### [Problem description]
Show all lines of the entries in which the word "turn" is found.

Stored data
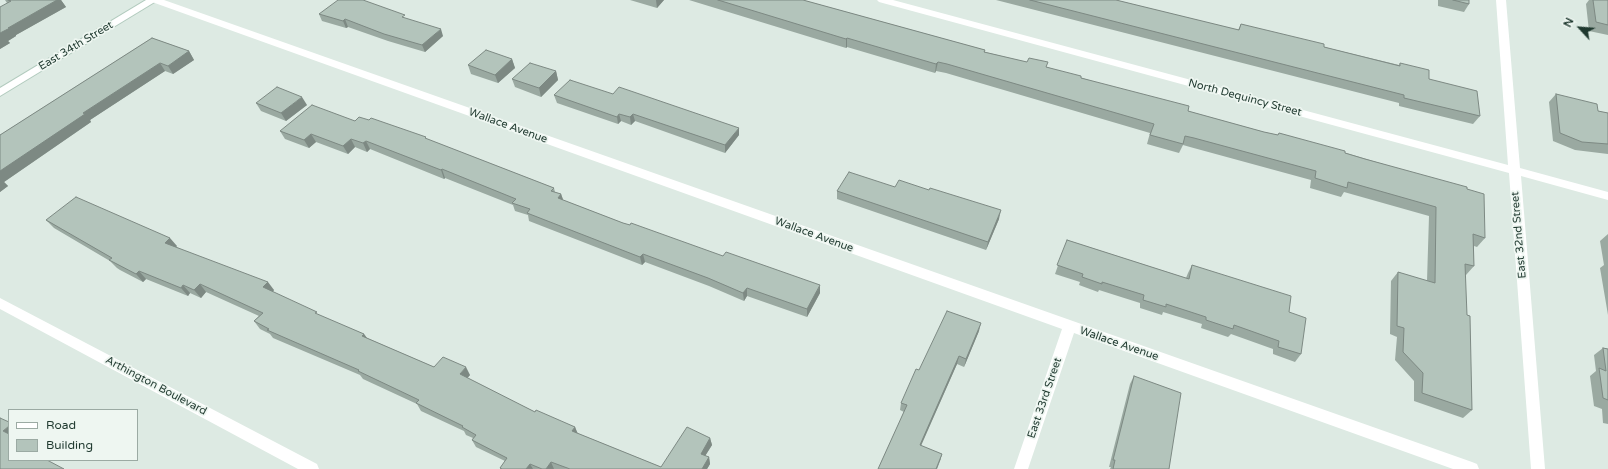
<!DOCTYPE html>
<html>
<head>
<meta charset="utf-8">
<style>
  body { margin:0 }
  #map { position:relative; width:1608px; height:469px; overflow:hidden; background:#ddeae3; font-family:"Varela Round",sans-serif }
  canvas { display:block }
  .legend { position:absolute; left:8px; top:409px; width:130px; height:52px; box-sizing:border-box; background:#eef6f1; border:1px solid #9baaa3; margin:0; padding:5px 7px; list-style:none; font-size:12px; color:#1f392f }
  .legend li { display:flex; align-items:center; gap:8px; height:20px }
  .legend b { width:20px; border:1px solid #9baaa3 }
  .north { position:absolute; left:1560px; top:8px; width:40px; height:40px; -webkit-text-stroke:3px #eef6f1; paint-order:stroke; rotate:296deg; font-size:11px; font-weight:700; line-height:16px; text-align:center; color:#1f392f }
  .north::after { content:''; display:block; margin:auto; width:14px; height:18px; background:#1f392f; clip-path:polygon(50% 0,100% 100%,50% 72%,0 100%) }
</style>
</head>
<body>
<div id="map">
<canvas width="1608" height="469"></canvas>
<ul class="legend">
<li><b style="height:5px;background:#fff"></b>Road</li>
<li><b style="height:11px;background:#b3c4bb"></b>Building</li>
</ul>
<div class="north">N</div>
</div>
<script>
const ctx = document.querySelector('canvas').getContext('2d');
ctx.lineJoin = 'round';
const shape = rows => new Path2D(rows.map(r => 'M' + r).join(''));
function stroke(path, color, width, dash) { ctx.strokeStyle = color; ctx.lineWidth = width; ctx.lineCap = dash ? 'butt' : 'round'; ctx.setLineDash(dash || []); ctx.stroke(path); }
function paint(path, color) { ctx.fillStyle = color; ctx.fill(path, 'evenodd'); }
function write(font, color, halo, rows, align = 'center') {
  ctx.font = font + ' "Varela Round",sans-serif'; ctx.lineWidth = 3.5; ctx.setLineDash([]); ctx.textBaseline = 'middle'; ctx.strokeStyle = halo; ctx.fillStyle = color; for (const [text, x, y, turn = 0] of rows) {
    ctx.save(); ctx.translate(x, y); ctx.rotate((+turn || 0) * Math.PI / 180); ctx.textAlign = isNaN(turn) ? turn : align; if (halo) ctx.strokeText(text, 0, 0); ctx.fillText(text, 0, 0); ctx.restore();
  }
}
const street = shape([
  [150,0,164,0,1472,462,1477,464,1479,469,1453,469,1074,333,1028,469,1014,469,1062,329,152,2,150,0],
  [877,0,893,0,1508,165,1496,0,1506,0,1520,168,1608,192,1608,200,1521,176,1545,469,1531,469,1509,173,879,2,877,0],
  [0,298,317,464,319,469,298,469,0,309,0,298]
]);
const secondary = shape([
  [146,0,158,0,0,96,0,88,146,0]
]);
const wall = shape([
  [5,0,61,0,66,7,16,35,16,36,8,41,10,43,0,49,7,3],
  [630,0,664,0,657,8],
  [689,0,803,0,985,50,985,52,1047,67,1188,111,1264,132,1278,135,1279,133,1467,189,1485,238,1477,247,1474,246,1474,266,1466,275,1465,275,1467,315,1472,410,1463,418,1414,401,1414,381,1395,360,1397,337,1390,334,1391,281,1398,272,1427,281,1429,216,1344,192,1341,197,1310,188,1311,180,1190,147,1183,145,1179,153,1147,144,1150,133,946,73,936,71,935,73,847,47,846,48],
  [996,0,1116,0,1238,30,1241,24,1324,47,1399,65,1400,63,1429,79,1480,116,1473,124,1399,106,1399,103],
  [1438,0,1469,0,1469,4,1464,12,1438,6],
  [1589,0,1608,0,1608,35,1589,31,1586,4],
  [319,14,406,19,443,36,425,52,388,41,348,27,346,28,322,21],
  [152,38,189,51,194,60,173,74,165,71,90,120,91,122,4,182,8,186,0,192,0,135],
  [512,59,515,68,498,83,471,74,468,65],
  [556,71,558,80,541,97,515,87,512,79],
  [613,94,739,135,725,153,635,121,631,125,621,121,618,124,557,103,554,95],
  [1556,94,1598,111,1608,113,1608,154,1575,150,1553,141,1549,102],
  [256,103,307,105,286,121,261,111],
  [355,121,427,139,554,188,555,192,561,194,563,200,623,223,820,293,807,317,747,296,744,301,709,286,645,262,642,265,529,221,528,215,515,211,513,205,445,178,444,179,370,149,367,152,355,147,348,154,316,142,309,148,285,139,280,131],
  [895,187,999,219,986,250,837,199,837,191],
  [46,220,177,246,176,247,274,290,273,292,318,315,364,334,367,338,434,367,470,375,467,378,535,412,575,427,577,433,661,467,710,438,712,445,705,456,709,457,710,464,707,469,500,469,500,468,505,461,476,447,472,440,473,438,466,435,464,431,421,411,417,404,363,379,360,375,273,338,270,334,260,329,254,321,259,316,206,292,201,298,190,293,188,296,146,279,143,282,120,270,117,268,110,261,54,228],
  [1608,234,1608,315,1600,268,1604,265,1600,241],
  [1067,240,1186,278,1188,273,1192,265,1289,312,1301,354,1295,362,1273,354,1273,349,1231,334,1228,337,1201,328,1202,324,1163,312,1162,315,1140,308,1140,303,1099,290,1098,292,1079,285,1080,282,1055,274],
  [979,331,964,367,957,364,921,446,942,454,940,461,878,469,904,412,900,410,901,403,919,370],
  [1603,348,1608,349,1608,424,1603,423,1602,409,1594,406,1590,376,1596,371,1594,355],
  [1134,376,1169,469,1110,469,1111,467,1109,467,1130,384]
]);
const shadedWall = shape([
  [57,0,61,0,66,7,16,35,16,36,8,41,10,43,0,49,0,33,8,28],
  [656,0,664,0,657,8],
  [345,19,348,27,346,28,343,21],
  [441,29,443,36,425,52,422,45],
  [847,38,847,47,846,48,846,39],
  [189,51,194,60,173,74,168,66],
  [512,59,515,68,498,83,495,75],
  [938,62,936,71,935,73,936,64],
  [160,63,165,71,90,120,91,122,4,182,8,186,0,192,0,171,83,113],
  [556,71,558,80,541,97,539,88],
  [302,97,307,105,286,121,281,113],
  [619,114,621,121,618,124,617,117],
  [633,114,635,121,631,125,630,117],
  [739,128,739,135,725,153,725,145],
  [311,134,316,142,309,148,304,140],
  [351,139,355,147,348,154,343,146],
  [366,141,370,149,367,152,363,143],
  [442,169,445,178,444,179,441,170],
  [561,194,564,202,558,198],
  [1001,210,999,219,986,250,988,242],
  [170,238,177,246,172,251,165,243],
  [643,254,645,262,642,265,640,257],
  [139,271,146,279,143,282,136,274],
  [268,282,274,290,269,295,263,287],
  [200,284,206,292,201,298,194,290],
  [183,285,190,293,188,296,181,288],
  [820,285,820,293,807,317,807,309],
  [747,288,747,296,744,301,743,293],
  [981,323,979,331,964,367,966,359],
  [364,334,369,341,362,336],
  [959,356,957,364,918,452,920,445],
  [466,367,470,375,464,382,460,374],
  [9,426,9,435,3,431],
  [575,427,578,434,572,431],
  [710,438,712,445,702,461,701,454],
  [942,454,940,461,937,469,936,469],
  [709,457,710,464,707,469,702,469],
  [551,462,554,469,546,469],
  [530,464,533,469,526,469]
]);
const building = shape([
  [8,0,57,0,8,28,10,28,0,33,0,7,11,1,8,0],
  [338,0,363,0,405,15,402,17,441,29,422,45,384,34,345,19,343,21,319,14,338,0],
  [718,0,803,0,985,50,984,52,1027,62,1029,58,1048,62,1046,67,1081,76,1081,78,1189,106,1188,111,1264,132,1278,135,1279,133,1345,151,1345,153,1365,159,1467,187,1467,189,1484,194,1485,238,1473,234,1474,266,1465,264,1467,315,1470,316,1472,410,1422,393,1423,373,1403,352,1404,328,1397,326,1398,272,1435,283,1436,207,1348,182,1347,188,1315,178,1316,171,1194,138,1185,136,1183,144,1150,135,1154,124,947,64,938,62,936,64,847,38,846,39,718,0],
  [1030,0,1116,0,1239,30,1241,24,1324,44,1324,47,1400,66,1400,63,1429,70,1429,79,1477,91,1480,116,1404,98,1404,95,1030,0],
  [1453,0,1469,0,1469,4,1453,0],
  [1593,0,1608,0,1608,25,1596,22,1593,0],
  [152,38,189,51,168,66,160,63,83,113,85,114,0,171,0,135,152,38],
  [486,50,512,59,495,75,468,65,486,50],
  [530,63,556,71,539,88,512,79,530,63],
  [570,80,613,94,619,87,739,128,725,145,633,114,630,117,619,114,617,117,554,95,570,80],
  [277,87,302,97,281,113,256,103,277,87],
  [1556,94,1597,104,1598,111,1608,113,1608,144,1582,142,1560,133,1556,94],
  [312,105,355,121,359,117,369,120,371,118,426,137,425,138,554,188,551,191,561,194,558,198,623,223,630,225,631,223,723,256,726,252,820,285,807,309,747,288,743,293,708,278,643,254,640,257,527,213,530,209,512,203,516,199,442,169,441,170,366,141,363,143,351,139,343,146,311,134,304,140,280,131,312,105],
  [849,172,895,187,899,180,929,190,930,188,1001,210,988,242,837,191,849,172],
  [76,197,170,238,165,243,268,282,263,287,317,312,315,313,364,334,362,336,434,367,443,357,466,367,460,374,535,412,536,410,575,427,572,431,661,467,687,427,710,438,701,454,709,457,702,469,570,469,551,462,546,469,542,469,530,464,526,469,502,469,500,468,507,458,472,440,476,435,462,427,463,426,416,403,419,400,358,371,359,370,267,330,269,329,254,321,263,313,200,284,194,290,183,285,181,288,139,271,136,274,113,262,109,260,112,258,46,220,76,197],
  [1067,240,1189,279,1192,265,1291,296,1289,312,1306,318,1301,354,1278,347,1279,341,1234,325,1233,329,1206,320,1206,317,1166,304,1166,307,1143,300,1144,295,1102,282,1102,284,1082,277,1083,274,1057,265,1067,240],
  [947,311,981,323,966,359,959,356,920,445,942,454,936,469,878,469,907,405,901,403,916,369,919,370,947,311],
  [1603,348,1608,349,1608,400,1603,398,1599,368,1606,371,1603,348],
  [1134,376,1181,393,1169,469,1113,469,1115,460,1113,460,1134,376],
  [0,418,9,422,9,426,3,431,9,434,9,460,47,460,64,469,0,469,0,418]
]);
const streetNames = [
  ["East 34th Street",76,46,-31],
  ["North Dequincy Street",1245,98,15],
  ["Wallace Avenue",508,126,20],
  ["Wallace Avenue",814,235,20],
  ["East 32nd Street",1519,235,-95],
  ["Wallace Avenue",1119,344,19],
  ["Arthington Boulevard",156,386,28],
  ["East 33rd Street",1045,398,-71]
];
stroke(secondary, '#b1cabd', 2);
paint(street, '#fff');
paint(secondary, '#fff');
paint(wall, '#9aa9a1');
paint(shadedWall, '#7d8983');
paint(building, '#b3c4bb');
stroke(building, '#7d8983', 1);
write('11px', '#1f392f', '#eef6f1', streetNames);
</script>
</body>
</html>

### [Result below]
  ctx.font = font + ' "Varela Round",sans-serif'; ctx.lineWidth = 3.5; ctx.setLineDash([]); ctx.textBaseline = 'middle'; ctx.strokeStyle = halo; ctx.fillStyle = color; for (const [text, x, y, turn = 0] of rows) {
    ctx.save(); ctx.translate(x, y); ctx.rotate((+turn || 0) * Math.PI / 180); ctx.textAlign = isNaN(turn) ? turn : align; if (halo) ctx.strokeText(text, 0, 0); ctx.fillText(text, 0, 0); ctx.restore();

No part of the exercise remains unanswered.